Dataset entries
****************************************
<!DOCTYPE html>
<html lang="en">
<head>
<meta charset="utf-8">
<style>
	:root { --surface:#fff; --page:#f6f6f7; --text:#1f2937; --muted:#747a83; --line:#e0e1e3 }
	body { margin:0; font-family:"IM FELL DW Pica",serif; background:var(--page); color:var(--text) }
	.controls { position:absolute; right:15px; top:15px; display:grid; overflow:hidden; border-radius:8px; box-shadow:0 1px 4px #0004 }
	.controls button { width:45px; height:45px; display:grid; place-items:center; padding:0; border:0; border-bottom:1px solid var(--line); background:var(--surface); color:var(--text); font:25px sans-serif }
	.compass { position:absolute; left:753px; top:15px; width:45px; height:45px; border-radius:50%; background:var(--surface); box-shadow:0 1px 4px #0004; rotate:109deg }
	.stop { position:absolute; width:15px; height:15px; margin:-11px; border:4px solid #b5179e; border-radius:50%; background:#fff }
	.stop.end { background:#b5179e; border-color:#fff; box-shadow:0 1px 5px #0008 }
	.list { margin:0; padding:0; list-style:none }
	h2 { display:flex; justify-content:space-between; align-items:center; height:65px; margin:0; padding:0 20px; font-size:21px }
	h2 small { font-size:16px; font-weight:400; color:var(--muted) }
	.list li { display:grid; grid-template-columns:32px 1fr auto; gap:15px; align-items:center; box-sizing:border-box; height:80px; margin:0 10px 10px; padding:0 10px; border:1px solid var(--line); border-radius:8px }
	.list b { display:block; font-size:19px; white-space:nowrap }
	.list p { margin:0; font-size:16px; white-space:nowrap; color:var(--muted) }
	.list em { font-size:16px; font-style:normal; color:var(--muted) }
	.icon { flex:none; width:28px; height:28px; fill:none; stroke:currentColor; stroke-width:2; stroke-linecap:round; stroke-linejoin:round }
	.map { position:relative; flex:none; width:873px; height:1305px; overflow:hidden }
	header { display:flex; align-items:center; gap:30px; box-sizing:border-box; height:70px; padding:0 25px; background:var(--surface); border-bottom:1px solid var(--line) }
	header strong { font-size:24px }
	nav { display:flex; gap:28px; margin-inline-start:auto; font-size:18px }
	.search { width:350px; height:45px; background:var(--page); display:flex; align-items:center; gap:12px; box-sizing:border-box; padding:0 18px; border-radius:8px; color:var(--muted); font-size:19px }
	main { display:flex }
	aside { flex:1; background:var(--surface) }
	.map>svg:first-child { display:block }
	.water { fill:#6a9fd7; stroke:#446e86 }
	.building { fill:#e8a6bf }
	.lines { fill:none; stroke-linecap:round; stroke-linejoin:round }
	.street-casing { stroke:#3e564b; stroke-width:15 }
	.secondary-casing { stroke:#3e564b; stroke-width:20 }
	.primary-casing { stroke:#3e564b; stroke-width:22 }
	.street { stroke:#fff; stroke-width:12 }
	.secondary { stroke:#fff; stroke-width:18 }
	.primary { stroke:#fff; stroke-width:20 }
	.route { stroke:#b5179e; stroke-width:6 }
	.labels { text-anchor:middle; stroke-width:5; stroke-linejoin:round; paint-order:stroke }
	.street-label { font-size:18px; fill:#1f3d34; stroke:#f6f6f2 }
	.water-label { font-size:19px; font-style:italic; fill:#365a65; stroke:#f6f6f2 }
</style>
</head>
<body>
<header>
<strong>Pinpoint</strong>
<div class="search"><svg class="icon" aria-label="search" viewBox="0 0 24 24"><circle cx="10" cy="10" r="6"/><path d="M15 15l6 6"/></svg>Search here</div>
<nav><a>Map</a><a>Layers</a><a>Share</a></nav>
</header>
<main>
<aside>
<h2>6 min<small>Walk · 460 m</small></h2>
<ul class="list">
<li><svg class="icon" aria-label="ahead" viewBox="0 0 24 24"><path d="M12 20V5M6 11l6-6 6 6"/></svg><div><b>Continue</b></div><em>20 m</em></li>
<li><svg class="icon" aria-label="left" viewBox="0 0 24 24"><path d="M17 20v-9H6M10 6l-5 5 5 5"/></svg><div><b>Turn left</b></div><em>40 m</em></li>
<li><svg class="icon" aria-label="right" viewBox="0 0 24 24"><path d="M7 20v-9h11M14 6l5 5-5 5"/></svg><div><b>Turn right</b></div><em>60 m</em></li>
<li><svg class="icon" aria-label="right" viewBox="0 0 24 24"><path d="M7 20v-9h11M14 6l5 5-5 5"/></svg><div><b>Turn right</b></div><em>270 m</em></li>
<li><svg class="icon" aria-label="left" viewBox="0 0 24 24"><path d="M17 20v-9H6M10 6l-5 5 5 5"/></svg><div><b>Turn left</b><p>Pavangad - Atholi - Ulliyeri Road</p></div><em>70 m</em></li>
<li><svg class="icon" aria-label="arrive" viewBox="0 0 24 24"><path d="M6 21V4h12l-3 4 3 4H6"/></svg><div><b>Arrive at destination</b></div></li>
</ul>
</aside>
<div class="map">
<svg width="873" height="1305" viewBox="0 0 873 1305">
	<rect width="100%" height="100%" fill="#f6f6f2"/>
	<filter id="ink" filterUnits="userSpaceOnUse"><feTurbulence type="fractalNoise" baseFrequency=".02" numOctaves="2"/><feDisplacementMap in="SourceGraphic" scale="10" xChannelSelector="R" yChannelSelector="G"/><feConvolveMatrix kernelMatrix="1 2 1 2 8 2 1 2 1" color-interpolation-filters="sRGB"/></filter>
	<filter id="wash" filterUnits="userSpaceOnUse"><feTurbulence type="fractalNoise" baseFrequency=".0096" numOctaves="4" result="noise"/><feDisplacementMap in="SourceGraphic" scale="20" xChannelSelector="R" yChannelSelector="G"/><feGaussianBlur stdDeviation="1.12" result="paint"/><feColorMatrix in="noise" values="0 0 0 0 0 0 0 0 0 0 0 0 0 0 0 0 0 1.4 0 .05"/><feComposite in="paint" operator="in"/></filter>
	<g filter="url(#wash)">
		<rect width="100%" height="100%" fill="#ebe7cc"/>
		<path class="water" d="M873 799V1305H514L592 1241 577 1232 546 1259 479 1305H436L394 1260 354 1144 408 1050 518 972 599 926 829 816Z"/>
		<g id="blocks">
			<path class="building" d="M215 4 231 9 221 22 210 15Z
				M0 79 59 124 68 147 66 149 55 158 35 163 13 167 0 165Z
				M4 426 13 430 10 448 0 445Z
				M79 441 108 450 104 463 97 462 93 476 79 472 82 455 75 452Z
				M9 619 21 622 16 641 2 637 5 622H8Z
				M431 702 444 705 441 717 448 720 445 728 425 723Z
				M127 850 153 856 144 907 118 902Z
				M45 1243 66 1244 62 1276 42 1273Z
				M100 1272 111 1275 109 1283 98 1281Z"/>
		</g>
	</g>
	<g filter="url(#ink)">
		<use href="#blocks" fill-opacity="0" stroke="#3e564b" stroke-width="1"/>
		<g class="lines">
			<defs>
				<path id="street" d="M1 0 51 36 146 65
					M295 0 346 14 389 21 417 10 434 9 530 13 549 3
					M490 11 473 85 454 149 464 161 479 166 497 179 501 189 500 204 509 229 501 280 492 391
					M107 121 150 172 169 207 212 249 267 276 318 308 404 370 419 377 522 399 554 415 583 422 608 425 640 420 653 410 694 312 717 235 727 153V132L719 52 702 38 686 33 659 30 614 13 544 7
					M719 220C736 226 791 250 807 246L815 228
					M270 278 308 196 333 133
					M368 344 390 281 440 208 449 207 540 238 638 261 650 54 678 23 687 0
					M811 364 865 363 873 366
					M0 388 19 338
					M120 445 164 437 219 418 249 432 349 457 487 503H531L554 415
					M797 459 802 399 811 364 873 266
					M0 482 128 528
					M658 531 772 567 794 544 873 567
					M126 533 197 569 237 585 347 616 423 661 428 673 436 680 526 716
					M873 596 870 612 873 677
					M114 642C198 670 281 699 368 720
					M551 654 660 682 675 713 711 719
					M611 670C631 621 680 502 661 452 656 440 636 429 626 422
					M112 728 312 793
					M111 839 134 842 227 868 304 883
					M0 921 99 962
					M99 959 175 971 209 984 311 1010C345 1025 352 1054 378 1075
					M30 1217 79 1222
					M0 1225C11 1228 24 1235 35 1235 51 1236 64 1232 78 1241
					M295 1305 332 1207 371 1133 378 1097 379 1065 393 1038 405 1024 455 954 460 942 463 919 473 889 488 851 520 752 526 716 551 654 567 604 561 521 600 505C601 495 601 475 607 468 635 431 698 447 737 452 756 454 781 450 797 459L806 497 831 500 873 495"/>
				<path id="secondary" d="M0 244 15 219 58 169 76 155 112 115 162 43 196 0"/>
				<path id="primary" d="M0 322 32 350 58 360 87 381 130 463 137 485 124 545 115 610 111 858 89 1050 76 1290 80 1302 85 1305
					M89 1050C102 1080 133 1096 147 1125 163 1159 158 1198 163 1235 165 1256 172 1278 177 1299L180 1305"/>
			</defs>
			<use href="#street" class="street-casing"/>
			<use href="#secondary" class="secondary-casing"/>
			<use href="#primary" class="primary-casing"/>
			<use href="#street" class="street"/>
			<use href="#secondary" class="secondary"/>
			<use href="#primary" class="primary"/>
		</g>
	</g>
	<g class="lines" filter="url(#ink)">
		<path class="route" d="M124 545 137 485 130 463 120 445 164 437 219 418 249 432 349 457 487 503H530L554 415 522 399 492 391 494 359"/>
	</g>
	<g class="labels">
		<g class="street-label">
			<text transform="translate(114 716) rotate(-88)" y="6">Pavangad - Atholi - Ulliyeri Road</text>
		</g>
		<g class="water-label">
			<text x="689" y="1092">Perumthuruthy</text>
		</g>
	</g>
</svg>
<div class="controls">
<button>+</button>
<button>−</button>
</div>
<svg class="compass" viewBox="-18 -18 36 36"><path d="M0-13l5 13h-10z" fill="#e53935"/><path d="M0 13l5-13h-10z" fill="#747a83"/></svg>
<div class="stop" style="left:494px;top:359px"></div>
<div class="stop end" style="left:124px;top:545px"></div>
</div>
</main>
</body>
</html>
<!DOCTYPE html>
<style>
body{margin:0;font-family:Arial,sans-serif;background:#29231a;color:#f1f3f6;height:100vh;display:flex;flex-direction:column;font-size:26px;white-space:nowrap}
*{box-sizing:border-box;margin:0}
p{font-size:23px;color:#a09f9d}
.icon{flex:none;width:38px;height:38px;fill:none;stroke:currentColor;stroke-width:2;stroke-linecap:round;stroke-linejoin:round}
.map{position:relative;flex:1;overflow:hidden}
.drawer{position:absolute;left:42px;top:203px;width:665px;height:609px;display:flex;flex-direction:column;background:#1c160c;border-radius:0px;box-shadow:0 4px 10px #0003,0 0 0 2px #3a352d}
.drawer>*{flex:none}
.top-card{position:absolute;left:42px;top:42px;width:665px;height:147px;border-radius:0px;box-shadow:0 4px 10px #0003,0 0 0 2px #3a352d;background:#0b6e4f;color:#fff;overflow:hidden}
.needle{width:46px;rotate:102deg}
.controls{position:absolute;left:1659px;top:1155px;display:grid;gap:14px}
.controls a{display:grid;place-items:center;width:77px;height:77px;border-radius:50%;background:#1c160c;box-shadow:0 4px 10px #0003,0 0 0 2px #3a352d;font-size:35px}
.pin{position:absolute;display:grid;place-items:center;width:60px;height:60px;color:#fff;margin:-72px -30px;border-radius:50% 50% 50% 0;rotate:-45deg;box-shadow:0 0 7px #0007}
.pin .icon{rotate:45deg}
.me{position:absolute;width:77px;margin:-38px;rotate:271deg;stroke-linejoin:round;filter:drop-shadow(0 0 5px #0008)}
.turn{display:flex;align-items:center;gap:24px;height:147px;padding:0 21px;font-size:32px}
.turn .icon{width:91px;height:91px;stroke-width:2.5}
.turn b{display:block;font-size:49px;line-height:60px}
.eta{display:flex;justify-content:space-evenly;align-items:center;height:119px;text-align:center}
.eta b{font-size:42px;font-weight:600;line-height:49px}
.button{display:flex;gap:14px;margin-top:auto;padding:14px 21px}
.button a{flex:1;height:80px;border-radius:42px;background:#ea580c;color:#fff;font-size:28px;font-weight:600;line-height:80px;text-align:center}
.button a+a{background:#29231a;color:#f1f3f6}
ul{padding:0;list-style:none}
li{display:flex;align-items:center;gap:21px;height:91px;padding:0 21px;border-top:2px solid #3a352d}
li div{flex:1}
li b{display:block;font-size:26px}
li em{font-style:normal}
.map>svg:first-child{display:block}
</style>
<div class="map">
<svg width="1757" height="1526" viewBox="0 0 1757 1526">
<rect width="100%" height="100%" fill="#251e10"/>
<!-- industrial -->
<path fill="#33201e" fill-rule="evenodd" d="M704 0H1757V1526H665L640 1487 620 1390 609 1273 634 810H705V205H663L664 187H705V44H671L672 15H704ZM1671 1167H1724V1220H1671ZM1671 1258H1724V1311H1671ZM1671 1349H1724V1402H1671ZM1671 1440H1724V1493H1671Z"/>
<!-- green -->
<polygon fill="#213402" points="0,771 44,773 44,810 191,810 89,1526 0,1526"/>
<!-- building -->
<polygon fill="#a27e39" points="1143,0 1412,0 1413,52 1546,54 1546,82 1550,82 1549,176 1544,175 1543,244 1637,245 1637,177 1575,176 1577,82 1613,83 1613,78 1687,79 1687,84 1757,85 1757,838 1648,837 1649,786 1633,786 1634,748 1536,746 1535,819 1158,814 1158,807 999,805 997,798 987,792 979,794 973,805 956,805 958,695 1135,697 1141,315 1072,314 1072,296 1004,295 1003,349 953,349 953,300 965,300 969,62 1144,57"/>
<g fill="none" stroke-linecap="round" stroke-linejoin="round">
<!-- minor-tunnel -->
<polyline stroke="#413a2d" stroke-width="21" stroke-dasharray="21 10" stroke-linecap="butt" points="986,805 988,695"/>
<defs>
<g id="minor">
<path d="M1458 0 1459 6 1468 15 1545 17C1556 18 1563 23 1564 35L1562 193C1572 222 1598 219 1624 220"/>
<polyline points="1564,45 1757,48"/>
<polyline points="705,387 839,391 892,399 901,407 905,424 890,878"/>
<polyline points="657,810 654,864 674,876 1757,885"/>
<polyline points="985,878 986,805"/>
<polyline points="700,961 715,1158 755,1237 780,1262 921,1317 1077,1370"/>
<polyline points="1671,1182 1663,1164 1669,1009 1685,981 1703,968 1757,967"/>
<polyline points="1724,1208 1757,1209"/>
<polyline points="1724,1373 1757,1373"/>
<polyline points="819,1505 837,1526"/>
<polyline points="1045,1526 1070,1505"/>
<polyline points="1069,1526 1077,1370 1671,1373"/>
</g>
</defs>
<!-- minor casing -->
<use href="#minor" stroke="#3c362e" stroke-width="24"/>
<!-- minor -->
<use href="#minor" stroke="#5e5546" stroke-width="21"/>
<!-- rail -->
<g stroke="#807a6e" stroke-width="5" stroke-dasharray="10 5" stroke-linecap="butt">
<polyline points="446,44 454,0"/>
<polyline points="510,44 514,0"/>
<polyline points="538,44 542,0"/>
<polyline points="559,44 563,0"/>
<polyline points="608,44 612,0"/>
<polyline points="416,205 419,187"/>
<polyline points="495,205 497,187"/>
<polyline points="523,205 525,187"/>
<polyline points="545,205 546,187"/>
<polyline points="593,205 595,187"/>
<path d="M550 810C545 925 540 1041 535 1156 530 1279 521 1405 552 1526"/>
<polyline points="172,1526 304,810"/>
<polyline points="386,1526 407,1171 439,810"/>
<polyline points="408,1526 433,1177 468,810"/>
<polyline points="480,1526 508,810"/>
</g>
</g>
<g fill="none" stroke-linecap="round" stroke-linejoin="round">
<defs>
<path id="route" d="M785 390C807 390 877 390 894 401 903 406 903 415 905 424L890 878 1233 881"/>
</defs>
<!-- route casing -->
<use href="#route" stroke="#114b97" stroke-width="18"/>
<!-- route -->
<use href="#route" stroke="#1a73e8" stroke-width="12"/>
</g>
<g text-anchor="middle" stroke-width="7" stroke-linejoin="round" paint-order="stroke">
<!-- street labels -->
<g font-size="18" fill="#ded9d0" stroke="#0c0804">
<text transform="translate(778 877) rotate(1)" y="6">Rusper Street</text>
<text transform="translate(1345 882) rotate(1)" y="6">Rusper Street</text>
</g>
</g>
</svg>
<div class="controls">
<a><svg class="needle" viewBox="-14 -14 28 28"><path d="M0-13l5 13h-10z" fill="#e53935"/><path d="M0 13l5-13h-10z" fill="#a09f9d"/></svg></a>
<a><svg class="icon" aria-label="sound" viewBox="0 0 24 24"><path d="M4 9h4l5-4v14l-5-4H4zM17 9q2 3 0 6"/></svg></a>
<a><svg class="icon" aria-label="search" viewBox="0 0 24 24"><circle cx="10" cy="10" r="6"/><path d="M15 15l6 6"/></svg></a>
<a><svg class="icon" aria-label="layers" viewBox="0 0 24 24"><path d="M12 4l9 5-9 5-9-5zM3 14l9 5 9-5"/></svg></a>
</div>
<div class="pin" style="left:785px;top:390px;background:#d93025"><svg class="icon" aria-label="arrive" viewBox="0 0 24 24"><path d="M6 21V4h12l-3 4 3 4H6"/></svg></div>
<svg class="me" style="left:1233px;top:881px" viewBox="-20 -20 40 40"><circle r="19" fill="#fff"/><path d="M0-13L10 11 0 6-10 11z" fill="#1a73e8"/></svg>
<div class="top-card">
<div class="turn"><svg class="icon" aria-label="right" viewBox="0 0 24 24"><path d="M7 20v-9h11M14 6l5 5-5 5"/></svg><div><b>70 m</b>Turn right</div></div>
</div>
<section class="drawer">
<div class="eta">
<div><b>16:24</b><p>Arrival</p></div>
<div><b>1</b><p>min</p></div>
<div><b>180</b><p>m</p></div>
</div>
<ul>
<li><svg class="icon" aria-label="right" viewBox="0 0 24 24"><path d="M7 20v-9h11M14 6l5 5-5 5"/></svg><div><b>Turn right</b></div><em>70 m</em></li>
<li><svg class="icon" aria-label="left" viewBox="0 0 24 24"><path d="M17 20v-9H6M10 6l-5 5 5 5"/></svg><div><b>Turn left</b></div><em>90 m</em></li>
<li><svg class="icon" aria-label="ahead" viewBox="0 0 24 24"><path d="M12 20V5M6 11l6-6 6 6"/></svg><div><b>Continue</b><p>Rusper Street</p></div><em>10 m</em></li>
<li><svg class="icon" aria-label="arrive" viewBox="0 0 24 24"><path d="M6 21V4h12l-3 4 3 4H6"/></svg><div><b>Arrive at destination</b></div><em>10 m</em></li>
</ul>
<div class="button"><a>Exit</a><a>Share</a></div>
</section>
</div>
****************************************
▶ EXERCISE DETAILS
The first line of the entries above marks where to begin; repeat each line exactly through the one that contains "position:absolute; right:15px; top:15px;", and include that line.

▶ EXERCISE RESULT
<!DOCTYPE html>
<html lang="en">
<head>
<meta charset="utf-8">
<style>
	:root { --surface:#fff; --page:#f6f6f7; --text:#1f2937; --muted:#747a83; --line:#e0e1e3 }
	body { margin:0; font-family:"IM FELL DW Pica",serif; background:var(--page); color:var(--text) }
	.controls { position:absolute; right:15px; top:15px; display:grid; overflow:hidden; border-radius:8px; box-shadow:0 1px 4px #0004 }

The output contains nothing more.